## Task instructions
With the string "strokeStyle" as the filter, copy each matching line from the records.

## Provided records
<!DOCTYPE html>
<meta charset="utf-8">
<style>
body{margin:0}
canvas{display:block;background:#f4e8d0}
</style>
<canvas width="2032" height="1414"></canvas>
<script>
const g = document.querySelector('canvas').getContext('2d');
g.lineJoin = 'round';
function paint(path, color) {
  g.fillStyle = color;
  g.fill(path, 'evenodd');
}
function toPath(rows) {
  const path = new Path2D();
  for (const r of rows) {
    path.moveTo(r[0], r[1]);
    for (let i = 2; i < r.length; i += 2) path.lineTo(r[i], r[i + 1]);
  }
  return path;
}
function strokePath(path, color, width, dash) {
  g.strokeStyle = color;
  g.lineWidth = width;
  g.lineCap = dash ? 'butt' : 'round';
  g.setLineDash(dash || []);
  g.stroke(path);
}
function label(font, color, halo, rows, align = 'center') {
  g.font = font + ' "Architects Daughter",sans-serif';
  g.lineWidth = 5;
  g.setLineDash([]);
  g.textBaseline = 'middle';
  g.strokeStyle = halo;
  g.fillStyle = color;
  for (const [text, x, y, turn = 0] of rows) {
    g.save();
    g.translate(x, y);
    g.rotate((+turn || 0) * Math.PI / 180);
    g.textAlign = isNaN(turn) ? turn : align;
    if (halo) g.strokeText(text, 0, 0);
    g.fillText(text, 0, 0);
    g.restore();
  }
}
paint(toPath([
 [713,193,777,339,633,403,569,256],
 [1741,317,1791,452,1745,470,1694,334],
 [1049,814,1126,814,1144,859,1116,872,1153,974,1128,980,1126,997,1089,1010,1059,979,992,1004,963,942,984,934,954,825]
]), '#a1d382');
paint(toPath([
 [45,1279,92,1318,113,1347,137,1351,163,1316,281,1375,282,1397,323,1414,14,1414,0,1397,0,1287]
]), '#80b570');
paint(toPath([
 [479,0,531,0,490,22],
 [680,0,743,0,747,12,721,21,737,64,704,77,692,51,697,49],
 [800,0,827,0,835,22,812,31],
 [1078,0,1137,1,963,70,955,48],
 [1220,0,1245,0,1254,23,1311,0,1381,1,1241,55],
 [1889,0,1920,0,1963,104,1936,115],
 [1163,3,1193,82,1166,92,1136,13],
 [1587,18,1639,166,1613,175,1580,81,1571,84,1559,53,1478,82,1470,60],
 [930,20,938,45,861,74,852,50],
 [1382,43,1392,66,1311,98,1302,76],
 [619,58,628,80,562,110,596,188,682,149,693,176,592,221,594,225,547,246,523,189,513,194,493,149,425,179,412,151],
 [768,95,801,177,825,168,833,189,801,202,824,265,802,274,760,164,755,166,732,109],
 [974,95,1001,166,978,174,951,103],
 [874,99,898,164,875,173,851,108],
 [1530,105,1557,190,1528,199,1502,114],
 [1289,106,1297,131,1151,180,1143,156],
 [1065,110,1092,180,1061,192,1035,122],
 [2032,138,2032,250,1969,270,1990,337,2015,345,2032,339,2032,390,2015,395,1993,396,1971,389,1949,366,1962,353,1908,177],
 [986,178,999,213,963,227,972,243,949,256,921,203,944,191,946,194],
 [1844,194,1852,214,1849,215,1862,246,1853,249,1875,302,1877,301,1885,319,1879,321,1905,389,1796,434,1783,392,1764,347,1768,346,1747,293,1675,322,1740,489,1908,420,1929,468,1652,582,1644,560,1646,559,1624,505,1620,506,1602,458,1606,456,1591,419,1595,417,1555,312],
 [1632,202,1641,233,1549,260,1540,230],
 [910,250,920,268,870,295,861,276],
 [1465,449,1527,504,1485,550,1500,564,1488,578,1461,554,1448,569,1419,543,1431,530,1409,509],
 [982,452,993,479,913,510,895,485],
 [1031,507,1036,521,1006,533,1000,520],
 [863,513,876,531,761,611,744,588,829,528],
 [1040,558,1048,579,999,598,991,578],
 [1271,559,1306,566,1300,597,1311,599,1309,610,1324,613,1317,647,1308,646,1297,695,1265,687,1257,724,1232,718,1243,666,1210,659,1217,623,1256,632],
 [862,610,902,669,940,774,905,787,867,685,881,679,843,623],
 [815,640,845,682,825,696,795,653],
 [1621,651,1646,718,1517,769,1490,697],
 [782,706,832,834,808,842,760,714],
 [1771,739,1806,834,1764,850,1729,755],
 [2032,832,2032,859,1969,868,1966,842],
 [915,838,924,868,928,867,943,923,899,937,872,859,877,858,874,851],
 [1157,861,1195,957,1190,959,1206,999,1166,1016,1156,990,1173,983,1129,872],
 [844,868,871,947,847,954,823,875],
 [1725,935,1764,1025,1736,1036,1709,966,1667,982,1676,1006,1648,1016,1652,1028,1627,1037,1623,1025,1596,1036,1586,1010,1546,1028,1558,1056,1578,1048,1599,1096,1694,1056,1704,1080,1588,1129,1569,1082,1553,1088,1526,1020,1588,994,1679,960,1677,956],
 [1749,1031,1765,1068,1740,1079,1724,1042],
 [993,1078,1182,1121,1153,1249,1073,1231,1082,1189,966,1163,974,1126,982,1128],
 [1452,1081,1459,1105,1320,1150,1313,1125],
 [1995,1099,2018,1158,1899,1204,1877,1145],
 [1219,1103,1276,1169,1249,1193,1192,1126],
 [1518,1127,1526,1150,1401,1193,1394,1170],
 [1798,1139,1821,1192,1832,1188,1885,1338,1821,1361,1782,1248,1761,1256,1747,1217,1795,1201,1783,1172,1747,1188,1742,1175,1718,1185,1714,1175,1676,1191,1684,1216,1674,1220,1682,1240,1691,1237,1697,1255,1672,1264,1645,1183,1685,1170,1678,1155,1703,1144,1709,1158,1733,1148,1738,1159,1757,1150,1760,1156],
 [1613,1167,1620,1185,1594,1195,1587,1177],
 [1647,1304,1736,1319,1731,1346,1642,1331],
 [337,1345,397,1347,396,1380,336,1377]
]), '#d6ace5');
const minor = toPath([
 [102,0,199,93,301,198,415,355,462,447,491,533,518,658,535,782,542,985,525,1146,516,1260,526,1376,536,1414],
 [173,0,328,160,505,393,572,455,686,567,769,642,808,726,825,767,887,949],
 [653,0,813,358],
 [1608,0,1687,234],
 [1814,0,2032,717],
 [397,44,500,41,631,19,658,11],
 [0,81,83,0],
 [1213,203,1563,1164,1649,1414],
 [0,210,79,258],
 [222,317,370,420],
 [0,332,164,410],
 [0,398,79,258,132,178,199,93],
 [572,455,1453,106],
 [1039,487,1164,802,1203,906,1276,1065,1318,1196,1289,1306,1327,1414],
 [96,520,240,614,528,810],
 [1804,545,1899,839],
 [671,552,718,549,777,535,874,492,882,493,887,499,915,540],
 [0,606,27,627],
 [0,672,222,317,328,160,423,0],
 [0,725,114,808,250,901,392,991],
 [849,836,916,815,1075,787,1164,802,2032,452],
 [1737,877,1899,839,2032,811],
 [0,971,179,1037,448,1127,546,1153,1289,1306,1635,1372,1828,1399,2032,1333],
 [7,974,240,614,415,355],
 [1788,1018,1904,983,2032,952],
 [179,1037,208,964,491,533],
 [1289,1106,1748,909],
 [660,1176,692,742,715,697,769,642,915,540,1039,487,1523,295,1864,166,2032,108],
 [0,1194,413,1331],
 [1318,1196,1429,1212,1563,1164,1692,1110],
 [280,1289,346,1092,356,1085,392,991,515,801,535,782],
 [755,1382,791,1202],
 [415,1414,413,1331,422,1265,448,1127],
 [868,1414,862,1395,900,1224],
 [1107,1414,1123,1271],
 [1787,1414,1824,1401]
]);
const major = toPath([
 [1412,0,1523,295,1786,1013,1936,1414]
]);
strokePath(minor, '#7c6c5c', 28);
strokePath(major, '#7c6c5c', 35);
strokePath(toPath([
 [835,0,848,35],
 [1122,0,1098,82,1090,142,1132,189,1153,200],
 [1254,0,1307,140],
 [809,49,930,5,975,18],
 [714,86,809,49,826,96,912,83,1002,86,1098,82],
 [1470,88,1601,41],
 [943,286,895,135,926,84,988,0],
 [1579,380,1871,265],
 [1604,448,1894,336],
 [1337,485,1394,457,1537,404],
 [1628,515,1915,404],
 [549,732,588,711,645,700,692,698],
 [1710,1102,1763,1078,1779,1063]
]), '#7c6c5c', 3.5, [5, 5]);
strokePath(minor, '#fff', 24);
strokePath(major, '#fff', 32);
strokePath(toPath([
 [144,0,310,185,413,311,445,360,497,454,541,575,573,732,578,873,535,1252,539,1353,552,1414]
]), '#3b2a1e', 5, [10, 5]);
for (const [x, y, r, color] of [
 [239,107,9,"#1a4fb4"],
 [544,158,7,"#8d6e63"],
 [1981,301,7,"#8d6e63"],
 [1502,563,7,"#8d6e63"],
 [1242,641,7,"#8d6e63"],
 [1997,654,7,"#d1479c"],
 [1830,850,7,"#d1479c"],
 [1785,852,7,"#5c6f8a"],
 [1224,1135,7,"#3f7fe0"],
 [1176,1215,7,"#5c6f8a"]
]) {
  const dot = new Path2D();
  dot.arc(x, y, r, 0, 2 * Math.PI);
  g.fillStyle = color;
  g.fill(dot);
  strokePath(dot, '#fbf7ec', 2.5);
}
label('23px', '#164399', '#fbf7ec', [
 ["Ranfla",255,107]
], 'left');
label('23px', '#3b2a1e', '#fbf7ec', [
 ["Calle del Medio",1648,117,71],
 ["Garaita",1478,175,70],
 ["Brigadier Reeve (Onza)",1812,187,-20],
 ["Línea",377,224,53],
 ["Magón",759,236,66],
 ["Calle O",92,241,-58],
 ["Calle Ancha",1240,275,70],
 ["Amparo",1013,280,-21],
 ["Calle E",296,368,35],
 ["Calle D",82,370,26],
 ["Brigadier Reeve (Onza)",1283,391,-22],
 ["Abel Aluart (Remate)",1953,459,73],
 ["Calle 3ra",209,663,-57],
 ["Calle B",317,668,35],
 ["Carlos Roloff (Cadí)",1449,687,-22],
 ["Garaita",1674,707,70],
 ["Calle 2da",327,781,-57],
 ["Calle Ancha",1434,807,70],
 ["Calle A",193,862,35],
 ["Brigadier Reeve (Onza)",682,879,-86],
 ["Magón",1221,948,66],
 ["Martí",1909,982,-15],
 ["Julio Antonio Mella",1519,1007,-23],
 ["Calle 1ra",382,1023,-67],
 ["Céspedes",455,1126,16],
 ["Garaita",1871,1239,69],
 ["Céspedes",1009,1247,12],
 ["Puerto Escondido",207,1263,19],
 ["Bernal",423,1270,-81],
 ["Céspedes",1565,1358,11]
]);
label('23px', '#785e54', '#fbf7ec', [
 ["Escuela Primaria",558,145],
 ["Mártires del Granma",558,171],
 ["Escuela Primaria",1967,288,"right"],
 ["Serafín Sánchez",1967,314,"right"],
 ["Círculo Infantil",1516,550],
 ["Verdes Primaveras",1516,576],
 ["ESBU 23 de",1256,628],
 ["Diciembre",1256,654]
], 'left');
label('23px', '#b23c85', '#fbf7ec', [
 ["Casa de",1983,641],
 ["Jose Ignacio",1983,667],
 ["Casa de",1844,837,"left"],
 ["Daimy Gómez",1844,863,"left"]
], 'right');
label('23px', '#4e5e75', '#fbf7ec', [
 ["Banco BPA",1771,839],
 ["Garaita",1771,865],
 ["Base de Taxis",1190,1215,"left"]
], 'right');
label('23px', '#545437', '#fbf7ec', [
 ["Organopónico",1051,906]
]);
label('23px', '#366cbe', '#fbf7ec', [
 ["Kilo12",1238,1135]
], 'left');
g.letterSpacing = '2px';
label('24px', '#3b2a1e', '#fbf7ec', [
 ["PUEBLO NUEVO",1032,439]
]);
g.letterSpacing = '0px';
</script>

## Output for this exercise
  g.strokeStyle = color;
  g.strokeStyle = halo;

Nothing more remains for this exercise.